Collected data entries
——

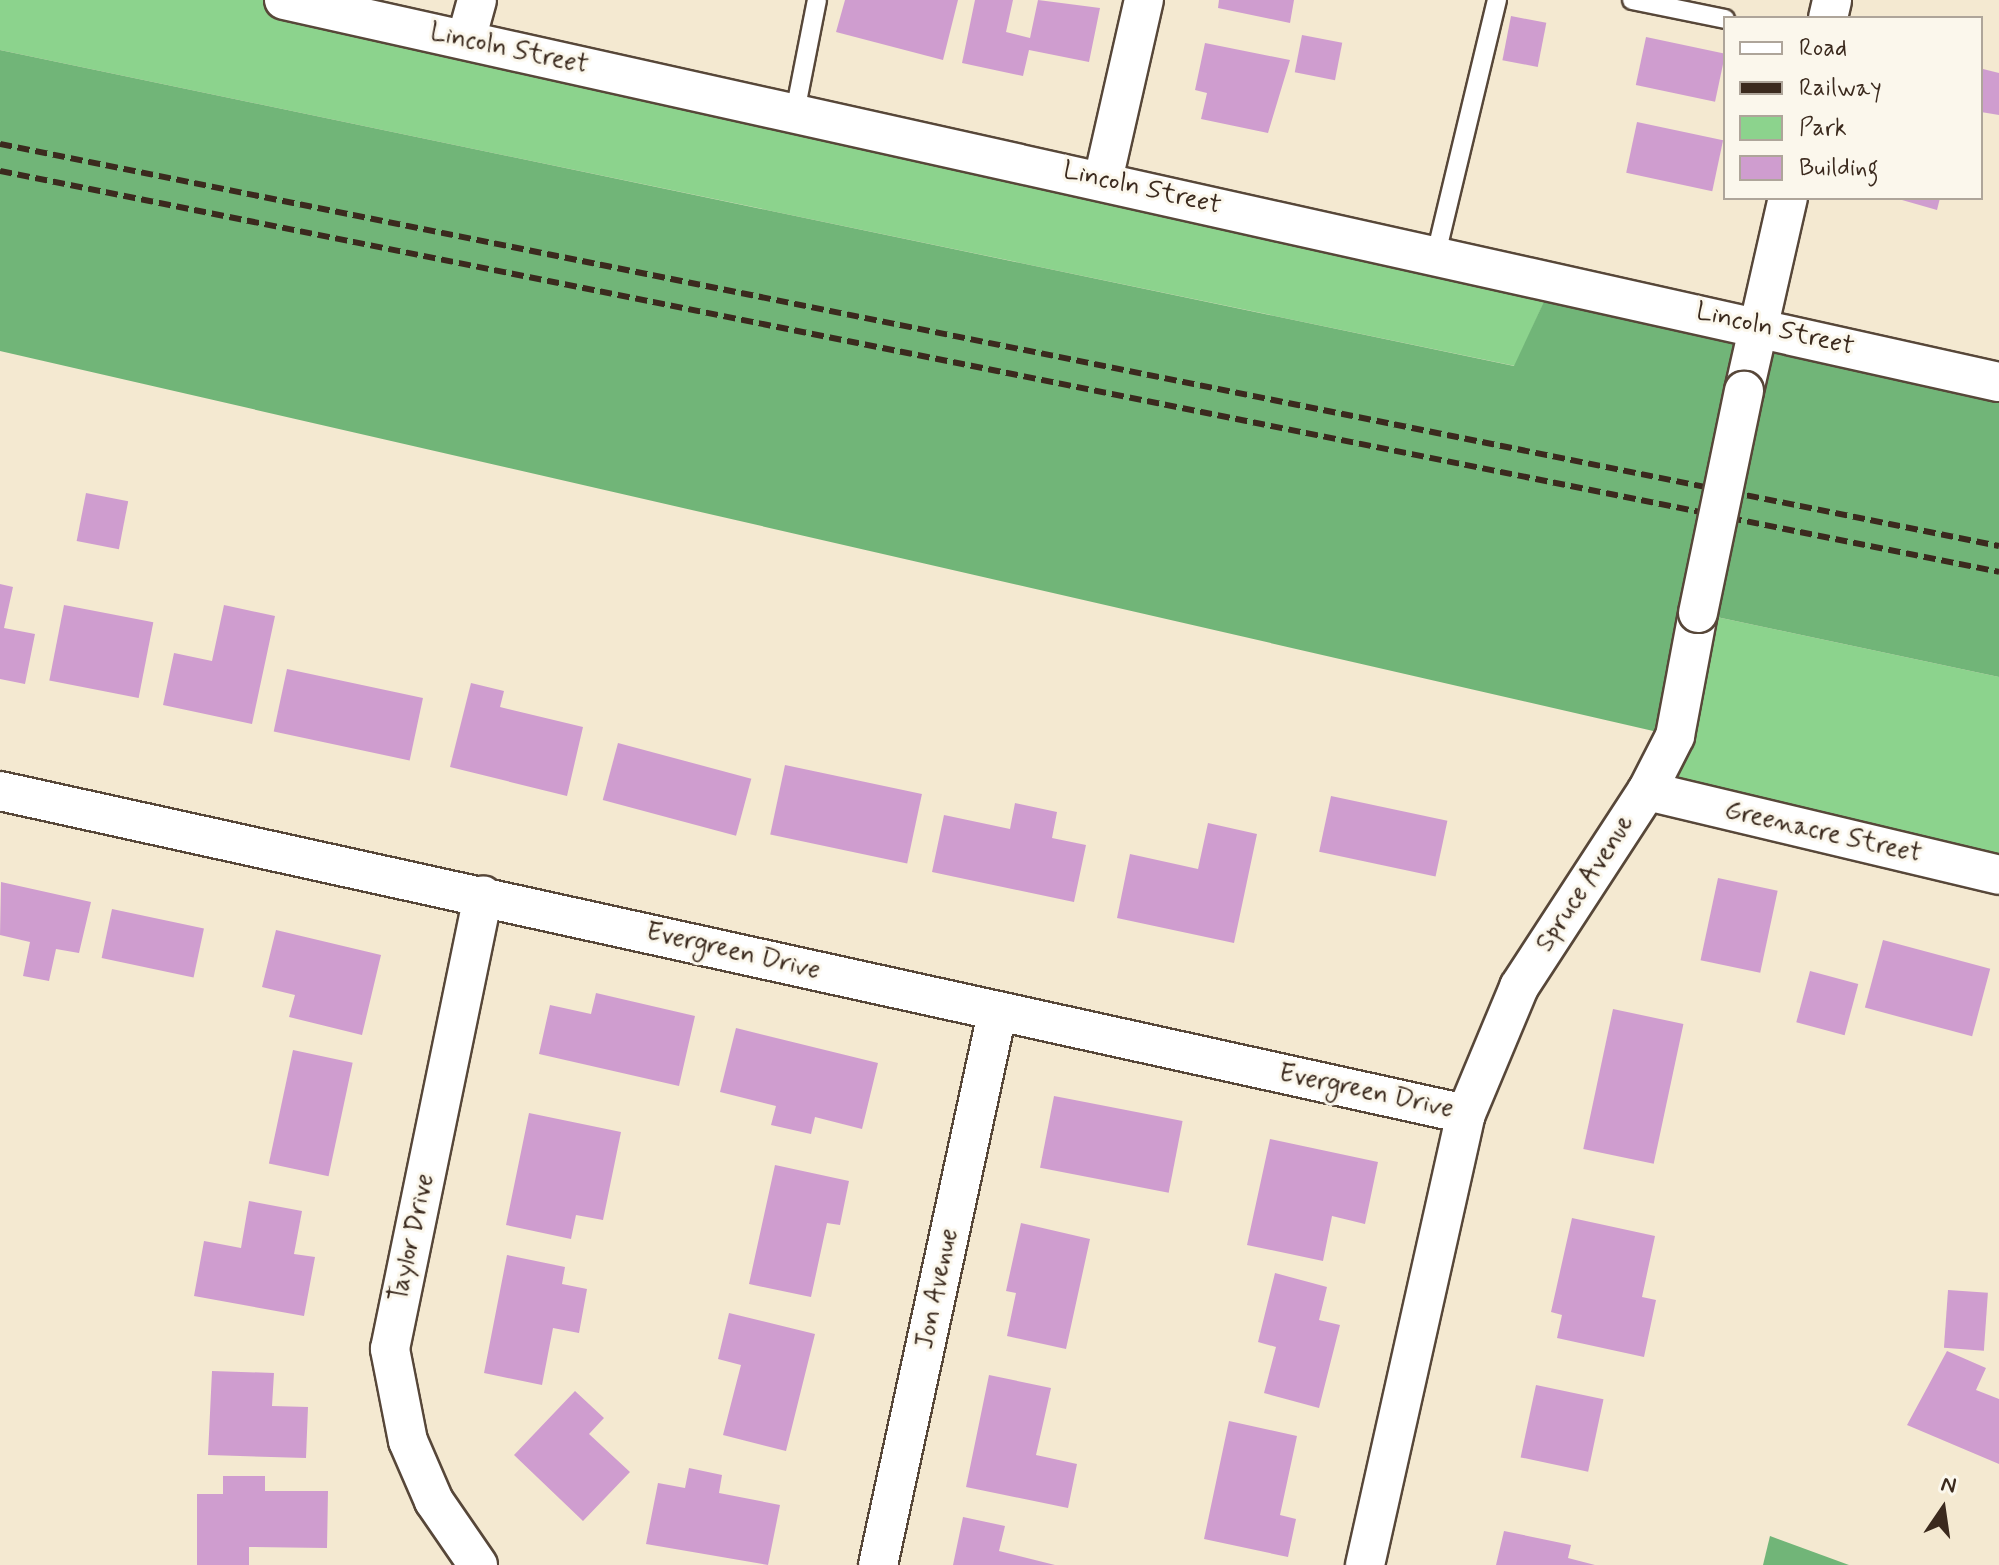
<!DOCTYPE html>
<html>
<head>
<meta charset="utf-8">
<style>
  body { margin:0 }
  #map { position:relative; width:1999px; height:1565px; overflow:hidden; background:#f4e9d1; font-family:Mynerve,sans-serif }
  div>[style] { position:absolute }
  .green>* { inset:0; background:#8cd38d }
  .forest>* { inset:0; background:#71b578 }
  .building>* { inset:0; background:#cf9dcf; transform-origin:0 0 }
  .roads { filter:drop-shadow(2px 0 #574739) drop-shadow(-2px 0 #574739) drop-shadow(0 2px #574739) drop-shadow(0 -2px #574739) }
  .service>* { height:18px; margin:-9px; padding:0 9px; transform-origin:9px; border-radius:9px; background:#fff }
  .minor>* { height:38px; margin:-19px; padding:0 19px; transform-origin:19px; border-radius:19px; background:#fff }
  .rail>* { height:6px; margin-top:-3px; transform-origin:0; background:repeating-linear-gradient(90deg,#3b2a1e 0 12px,transparent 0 18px) }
  .bridges { filter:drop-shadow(2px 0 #574739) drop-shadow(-2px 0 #574739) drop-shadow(0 2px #574739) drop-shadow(0 -2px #574739) }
  .minor-bridge>* { height:38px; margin:-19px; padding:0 19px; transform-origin:19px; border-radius:19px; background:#fff }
  span { translate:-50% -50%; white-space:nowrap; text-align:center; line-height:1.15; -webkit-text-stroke:6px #fbf7ec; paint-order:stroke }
  .street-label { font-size:26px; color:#3b2a1e }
  .legend { position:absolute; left:1723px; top:16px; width:260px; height:184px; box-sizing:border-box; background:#fbf7ec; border:2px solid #aea59a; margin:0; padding:10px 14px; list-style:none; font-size:24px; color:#3b2a1e }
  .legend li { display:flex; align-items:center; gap:16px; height:40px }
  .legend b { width:40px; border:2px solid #aea59a }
  .north { position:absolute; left:1903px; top:1469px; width:80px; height:80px; -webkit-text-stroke:6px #fbf7ec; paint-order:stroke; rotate:13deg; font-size:22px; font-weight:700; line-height:32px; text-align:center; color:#3b2a1e }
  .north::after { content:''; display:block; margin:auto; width:28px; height:36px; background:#3b2a1e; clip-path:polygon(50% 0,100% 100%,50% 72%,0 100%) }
</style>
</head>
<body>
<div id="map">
  <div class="green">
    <div style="clip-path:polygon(0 0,284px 0,1554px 280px,1515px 366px,0 50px)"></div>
    <div style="clip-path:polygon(1698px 613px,1999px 677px,1999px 875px,1647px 791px)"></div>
  </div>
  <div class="forest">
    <div style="clip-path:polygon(0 50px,1514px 366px,1554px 280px,1999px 382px,1999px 677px,1698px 613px,1675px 736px,0 351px)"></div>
    <div style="clip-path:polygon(1770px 1536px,1849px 1565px,1763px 1565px)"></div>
  </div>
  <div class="building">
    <div style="clip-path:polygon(845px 0,958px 0,943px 60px,836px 32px)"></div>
    <div style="clip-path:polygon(975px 0,1013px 0,1006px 32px,1030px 38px,1038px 0,1100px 8px,1089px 62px,1029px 50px,1023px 76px,962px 63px)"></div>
    <div style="clip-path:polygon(1219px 0,1294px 0,1290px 23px,1218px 8px)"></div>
    <div style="left:1511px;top:16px;width:36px;height:45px;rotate:11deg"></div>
    <div style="left:1302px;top:35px;width:41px;height:38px;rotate:11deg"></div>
    <div style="left:1646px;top:37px;width:81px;height:49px;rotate:12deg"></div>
    <div style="clip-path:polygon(1205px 43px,1290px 60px,1268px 133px,1201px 119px,1207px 93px,1195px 90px)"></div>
    <div style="clip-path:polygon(1981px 58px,1983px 69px,1999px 73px,1999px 115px,1981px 112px)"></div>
    <div style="left:1637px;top:122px;width:88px;height:52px;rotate:12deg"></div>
    <div style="clip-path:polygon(1895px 198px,1940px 198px,1937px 210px)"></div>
    <div style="left:86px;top:493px;width:43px;height:49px;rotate:11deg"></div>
    <div style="clip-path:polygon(0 584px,13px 587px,4px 628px,35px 634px,25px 684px,0 679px)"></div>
    <div style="left:64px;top:605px;width:91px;height:77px;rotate:11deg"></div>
    <div style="clip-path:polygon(224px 605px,275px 616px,252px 724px,163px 705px,174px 653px,212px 661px)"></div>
    <div style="left:287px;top:669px;width:139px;height:64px;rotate:12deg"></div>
    <div style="clip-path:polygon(471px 683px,504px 691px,500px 707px,583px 727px,567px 796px,450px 767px)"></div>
    <div style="left:618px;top:743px;width:138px;height:59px;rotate:15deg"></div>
    <div style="left:785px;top:765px;width:140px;height:71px;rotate:12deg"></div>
    <div style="left:1331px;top:796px;width:119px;height:57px;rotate:12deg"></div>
    <div style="clip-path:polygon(1015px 803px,1057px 812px,1052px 838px,1086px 845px,1074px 902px,932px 872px,944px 815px,1010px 829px)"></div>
    <div style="clip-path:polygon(1208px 823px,1257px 834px,1234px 943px,1117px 918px,1130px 854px,1198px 869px)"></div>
    <div style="left:1718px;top:878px;width:61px;height:84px;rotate:12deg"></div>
    <div style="clip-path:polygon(1px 882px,91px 902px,79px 953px,56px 949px,49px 981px,23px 976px,30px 942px,0 935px)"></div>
    <div style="left:112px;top:909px;width:94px;height:50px;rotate:12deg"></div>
    <div style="clip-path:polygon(276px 930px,381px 955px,362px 1035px,289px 1017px,295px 995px,262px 987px)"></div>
    <div style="left:1883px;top:940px;width:111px;height:70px;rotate:15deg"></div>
    <div style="left:1810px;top:971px;width:50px;height:53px;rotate:15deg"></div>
    <div style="clip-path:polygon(596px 993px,695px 1016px,679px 1086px,539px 1054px,550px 1005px,591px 1014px)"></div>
    <div style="left:1613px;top:1009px;width:72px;height:143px;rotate:12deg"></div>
    <div style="clip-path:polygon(736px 1028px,878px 1063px,862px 1129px,815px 1117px,811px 1134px,771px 1125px,776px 1106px,720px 1092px)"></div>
    <div style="left:293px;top:1050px;width:61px;height:116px;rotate:12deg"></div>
    <div style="left:1054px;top:1096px;width:131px;height:73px;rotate:11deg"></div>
    <div style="clip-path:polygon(529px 1113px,621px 1132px,603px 1220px,576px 1215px,571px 1239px,506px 1225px)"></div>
    <div style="clip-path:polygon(1270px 1139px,1378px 1162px,1365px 1224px,1332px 1216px,1323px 1261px,1247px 1245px)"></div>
    <div style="clip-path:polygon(775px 1165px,849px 1181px,840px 1225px,827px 1223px,811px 1297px,749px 1284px)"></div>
    <div style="clip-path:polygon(249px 1201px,302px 1211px,294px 1254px,315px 1257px,304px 1316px,194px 1296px,204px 1241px,241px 1248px)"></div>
    <div style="clip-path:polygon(1572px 1218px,1655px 1236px,1642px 1297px,1656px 1300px,1644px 1357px,1557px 1338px,1562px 1315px,1551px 1312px)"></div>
    <div style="clip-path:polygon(1021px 1223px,1090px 1239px,1066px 1349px,1007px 1336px,1016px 1293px,1006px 1291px)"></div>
    <div style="clip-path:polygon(507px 1255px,565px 1267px,562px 1284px,587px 1289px,579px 1333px,553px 1328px,542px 1385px,484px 1373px)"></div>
    <div style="clip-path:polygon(1275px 1273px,1327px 1287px,1319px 1320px,1340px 1325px,1319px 1408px,1264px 1393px,1276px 1347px,1258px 1342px)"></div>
    <div style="left:1948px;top:1290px;width:40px;height:58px;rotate:4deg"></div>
    <div style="clip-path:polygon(729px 1313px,815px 1334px,786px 1451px,723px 1435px,741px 1365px,718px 1359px)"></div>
    <div style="clip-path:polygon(1947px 1351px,1986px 1368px,1976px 1390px,1999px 1399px,1999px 1464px,1907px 1425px)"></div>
    <div style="clip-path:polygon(212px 1371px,274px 1373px,272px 1406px,308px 1407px,306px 1458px,208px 1455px)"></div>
    <div style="clip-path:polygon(989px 1375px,1051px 1388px,1036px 1455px,1077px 1464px,1068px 1508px,966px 1487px)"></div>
    <div style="left:1536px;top:1385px;width:69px;height:74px;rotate:12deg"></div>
    <div style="clip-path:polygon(575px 1391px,604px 1418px,589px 1434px,630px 1472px,583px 1521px,514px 1455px)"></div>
    <div style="clip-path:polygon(1229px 1421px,1297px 1436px,1280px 1515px,1296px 1519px,1288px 1557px,1204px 1539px)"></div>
    <div style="clip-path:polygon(689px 1468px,722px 1475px,719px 1493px,780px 1505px,768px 1565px,646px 1544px,658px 1483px,685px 1488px)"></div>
    <div style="clip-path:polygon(223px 1476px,265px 1476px,265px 1491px,328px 1491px,327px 1548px,249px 1547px,249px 1565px,197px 1565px,197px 1494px,223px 1494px)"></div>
    <div style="clip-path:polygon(963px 1517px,1005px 1526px,999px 1551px,1055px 1565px,953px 1565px)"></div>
    <div style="clip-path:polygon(1504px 1531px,1571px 1545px,1568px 1558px,1595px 1565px,1496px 1565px)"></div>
  </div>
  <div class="roads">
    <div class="service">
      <div style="left:1632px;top:0;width:95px;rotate:11.5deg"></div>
      <div style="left:795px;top:112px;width:114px;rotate:-78.9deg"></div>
      <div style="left:1436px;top:254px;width:261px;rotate:-76.5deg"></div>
    </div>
    <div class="minor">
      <div style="left:284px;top:0;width:1757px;rotate:12.56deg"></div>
      <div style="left:1828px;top:18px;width:18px;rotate:-77deg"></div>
      <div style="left:466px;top:40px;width:41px;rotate:-74.6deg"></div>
      <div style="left:1103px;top:180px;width:185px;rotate:-77.2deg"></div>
      <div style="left:1744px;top:391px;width:198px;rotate:-77.2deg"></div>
      <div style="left:0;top:791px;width:1501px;rotate:12.43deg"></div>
      <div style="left:1647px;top:791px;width:362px;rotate:13.4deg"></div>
      <div style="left:478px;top:1565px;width:78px;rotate:-124.5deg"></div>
      <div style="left:434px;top:1501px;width:65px;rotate:-113.4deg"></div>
      <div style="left:408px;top:1441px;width:94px;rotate:-101.1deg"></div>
      <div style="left:390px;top:1349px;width:463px;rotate:-78.4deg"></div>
      <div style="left:878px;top:1565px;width:565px;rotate:-77.83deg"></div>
      <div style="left:1365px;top:1565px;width:462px;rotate:-77.4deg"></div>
      <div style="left:1466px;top:1114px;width:138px;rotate:-67.3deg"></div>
      <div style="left:1519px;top:987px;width:234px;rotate:-56.9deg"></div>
      <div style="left:1647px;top:791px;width:62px;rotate:-63deg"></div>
      <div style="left:1675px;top:736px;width:125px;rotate:-79.4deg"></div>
    </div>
  </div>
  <div class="rail">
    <div style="left:0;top:144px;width:2039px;rotate:11.37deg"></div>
    <div style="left:0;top:171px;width:2039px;rotate:11.34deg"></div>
  </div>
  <div class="bridges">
    <div class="minor-bridge">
      <div style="left:1698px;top:613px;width:227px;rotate:-78.3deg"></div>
    </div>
  </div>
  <div class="street-label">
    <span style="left:509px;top:50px;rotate:12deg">Lincoln Street</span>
    <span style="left:1142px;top:189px;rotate:13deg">Lincoln Street</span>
    <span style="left:1775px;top:330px;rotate:13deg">Lincoln Street</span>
    <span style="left:1823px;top:833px;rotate:13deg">Greenacre Street</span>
    <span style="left:1586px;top:884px;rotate:-57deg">Spruce Avenue</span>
    <span style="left:733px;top:952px;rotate:13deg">Evergreen Drive</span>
    <span style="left:1366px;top:1092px;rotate:12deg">Evergreen Drive</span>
    <span style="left:413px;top:1238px;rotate:-78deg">Taylor Drive</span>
    <span style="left:938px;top:1289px;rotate:-78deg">Jon Avenue</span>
  </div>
  <ul class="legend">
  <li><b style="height:10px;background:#fff"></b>Road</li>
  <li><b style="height:10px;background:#3b2a1e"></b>Railway</li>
  <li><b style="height:22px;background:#8cd38d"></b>Park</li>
  <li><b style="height:22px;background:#cf9dcf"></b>Building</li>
  </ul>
  <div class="north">N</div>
</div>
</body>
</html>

——

__ACTIVITY__. Within the data above, the lines from the one with "width:40px; border:2px solid" to the one with "position:absolute; left:1903px; top:1469px;" must be repeated exactly; no other line belongs in the answer.

__ANSWER BELOW__.
  .legend b { width:40px; border:2px solid #aea59a }
  .north { position:absolute; left:1903px; top:1469px; width:80px; height:80px; -webkit-text-stroke:6px #fbf7ec; paint-order:stroke; rotate:13deg; font-size:22px; font-weight:700; line-height:32px; text-align:center; color:#3b2a1e }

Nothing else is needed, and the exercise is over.